▶ _TASK REQUIREMENTS_: Where the string "labels" occurs in a line of the data below, that line should be copied.

--------------------------------------------------

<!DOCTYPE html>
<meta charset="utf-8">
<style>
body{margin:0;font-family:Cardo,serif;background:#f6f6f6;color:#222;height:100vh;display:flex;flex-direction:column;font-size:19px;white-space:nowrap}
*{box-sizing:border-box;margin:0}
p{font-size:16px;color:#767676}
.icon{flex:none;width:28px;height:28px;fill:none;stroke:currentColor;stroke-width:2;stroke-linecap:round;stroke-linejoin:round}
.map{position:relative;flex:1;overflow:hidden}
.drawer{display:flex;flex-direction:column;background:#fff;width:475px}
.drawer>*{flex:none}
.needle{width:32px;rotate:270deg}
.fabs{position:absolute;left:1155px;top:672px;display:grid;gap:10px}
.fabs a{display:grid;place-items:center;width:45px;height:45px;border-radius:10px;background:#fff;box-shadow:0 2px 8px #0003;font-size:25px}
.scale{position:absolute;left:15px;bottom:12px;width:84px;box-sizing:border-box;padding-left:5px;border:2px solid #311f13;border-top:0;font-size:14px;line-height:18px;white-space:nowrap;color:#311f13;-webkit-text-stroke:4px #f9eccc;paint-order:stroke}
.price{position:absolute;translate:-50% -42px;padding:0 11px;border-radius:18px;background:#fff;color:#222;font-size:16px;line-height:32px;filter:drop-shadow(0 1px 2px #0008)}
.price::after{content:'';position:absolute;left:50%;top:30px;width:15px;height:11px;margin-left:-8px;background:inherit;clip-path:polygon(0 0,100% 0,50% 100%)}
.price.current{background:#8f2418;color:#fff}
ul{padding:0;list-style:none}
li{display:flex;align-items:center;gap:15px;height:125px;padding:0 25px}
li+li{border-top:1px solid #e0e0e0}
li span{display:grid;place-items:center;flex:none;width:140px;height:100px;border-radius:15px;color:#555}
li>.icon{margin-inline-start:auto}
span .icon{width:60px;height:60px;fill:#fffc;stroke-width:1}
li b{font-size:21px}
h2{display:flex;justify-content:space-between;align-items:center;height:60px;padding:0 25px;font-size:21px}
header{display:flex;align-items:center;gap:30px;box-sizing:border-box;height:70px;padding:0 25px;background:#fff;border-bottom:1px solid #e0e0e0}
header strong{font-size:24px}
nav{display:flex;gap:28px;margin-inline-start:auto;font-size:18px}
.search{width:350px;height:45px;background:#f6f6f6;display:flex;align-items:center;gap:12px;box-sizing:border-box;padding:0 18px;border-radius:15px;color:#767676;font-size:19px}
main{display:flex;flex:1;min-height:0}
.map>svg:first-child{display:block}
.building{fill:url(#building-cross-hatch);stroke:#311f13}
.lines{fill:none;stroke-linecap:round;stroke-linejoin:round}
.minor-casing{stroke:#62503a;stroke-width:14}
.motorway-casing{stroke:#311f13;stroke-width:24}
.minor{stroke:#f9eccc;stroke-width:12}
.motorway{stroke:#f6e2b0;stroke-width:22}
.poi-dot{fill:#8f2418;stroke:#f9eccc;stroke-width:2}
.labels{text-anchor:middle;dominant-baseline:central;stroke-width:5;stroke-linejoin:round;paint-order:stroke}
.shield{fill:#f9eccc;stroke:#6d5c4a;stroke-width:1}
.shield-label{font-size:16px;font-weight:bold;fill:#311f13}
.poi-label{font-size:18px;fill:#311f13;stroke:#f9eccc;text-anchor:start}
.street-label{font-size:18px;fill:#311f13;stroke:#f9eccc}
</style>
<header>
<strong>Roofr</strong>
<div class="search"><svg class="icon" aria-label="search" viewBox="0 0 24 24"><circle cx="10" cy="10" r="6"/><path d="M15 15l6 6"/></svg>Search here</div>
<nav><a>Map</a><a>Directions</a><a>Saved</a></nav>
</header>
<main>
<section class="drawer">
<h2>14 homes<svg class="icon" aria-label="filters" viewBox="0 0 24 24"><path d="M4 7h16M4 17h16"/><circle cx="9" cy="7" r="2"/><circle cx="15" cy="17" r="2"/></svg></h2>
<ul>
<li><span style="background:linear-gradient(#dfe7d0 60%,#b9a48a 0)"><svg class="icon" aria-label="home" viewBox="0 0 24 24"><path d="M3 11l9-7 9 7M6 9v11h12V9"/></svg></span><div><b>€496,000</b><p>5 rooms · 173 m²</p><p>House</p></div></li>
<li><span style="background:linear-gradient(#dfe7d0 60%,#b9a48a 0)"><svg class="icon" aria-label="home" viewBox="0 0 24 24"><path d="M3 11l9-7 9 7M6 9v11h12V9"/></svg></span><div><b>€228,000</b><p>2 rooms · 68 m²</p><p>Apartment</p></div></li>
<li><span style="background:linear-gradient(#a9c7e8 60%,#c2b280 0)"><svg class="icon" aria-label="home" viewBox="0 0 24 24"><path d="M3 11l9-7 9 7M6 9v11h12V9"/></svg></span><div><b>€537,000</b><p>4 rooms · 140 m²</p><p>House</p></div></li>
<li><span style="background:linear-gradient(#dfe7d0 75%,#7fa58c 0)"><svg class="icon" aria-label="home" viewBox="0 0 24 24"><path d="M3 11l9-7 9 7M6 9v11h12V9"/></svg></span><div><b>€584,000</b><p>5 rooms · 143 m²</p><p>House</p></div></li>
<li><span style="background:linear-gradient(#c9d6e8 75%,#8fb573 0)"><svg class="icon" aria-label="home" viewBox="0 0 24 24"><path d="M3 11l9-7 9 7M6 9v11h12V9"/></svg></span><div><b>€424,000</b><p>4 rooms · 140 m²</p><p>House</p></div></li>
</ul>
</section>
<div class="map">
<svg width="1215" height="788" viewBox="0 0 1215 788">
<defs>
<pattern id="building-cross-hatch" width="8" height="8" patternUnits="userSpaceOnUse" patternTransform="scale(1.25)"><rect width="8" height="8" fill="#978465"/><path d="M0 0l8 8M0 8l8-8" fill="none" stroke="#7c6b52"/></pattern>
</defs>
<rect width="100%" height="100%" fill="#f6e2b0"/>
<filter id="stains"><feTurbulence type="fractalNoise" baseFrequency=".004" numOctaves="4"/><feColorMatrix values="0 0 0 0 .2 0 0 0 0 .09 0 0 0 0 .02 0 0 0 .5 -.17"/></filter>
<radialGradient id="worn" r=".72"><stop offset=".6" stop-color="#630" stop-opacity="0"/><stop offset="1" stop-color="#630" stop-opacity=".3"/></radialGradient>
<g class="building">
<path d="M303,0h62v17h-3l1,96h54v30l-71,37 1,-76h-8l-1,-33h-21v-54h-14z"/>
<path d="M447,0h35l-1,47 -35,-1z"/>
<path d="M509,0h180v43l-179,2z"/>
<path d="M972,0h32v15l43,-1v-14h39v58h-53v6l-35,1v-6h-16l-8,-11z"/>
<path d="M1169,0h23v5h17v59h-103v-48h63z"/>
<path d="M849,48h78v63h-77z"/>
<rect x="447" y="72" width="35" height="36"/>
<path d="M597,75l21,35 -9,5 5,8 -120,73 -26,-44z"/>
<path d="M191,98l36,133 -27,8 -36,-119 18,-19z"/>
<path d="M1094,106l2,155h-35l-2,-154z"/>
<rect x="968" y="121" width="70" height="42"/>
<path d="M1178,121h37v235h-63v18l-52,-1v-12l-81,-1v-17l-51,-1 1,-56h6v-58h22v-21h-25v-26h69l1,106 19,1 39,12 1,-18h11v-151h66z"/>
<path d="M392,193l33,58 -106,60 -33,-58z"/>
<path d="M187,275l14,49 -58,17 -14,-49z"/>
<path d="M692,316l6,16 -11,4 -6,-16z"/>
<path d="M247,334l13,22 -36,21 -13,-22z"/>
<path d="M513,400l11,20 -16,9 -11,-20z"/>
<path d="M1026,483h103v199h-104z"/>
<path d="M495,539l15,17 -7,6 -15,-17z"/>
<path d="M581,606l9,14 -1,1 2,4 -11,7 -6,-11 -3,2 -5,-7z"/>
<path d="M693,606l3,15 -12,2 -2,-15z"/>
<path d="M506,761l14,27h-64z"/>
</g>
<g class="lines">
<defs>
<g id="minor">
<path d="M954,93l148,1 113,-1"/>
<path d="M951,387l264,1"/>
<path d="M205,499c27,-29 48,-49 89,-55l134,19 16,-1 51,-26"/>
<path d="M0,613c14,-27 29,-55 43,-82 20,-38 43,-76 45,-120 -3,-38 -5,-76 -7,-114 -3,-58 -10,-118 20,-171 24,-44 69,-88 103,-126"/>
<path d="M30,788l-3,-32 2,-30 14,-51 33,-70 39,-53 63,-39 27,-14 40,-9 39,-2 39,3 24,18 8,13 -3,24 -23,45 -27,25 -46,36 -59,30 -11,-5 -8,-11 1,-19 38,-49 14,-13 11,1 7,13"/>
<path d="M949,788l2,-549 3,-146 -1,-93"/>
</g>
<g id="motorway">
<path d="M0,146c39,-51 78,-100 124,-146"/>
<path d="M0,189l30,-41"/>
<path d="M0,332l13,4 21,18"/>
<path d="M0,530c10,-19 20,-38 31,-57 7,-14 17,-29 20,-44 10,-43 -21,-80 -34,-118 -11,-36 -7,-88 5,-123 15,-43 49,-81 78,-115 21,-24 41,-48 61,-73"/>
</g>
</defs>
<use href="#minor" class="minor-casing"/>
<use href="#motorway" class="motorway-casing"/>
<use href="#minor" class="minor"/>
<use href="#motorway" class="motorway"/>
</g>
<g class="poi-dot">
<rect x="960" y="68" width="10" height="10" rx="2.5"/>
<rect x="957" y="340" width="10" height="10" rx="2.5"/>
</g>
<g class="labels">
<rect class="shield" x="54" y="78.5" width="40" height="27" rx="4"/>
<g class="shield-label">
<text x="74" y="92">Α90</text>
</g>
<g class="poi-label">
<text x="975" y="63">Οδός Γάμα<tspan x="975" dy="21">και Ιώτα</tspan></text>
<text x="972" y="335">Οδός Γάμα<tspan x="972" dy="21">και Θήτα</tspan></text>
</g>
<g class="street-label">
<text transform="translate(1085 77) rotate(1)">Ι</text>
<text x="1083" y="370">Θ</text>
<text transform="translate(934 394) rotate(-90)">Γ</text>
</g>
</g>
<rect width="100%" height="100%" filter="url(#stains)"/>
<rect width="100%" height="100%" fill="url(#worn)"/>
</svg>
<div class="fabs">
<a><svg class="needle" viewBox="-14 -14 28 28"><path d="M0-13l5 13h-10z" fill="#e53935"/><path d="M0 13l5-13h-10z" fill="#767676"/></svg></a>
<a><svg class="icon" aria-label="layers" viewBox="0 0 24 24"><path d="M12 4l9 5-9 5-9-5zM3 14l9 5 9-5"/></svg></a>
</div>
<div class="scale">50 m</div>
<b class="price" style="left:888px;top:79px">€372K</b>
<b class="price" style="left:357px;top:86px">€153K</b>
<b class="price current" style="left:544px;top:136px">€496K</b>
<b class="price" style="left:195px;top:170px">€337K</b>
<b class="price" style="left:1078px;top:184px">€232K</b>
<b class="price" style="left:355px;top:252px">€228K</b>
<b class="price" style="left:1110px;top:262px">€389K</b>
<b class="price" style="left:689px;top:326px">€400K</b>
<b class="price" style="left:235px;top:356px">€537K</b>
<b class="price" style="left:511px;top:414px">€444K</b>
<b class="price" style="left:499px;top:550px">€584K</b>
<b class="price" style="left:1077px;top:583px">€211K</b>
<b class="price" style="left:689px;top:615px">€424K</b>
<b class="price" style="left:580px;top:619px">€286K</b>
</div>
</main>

--------------------------------------------------

▶ _ANSWER BELOW_:
.labels{text-anchor:middle;dominant-baseline:central;stroke-width:5;stroke-linejoin:round;paint-order:stroke}
<g class="labels">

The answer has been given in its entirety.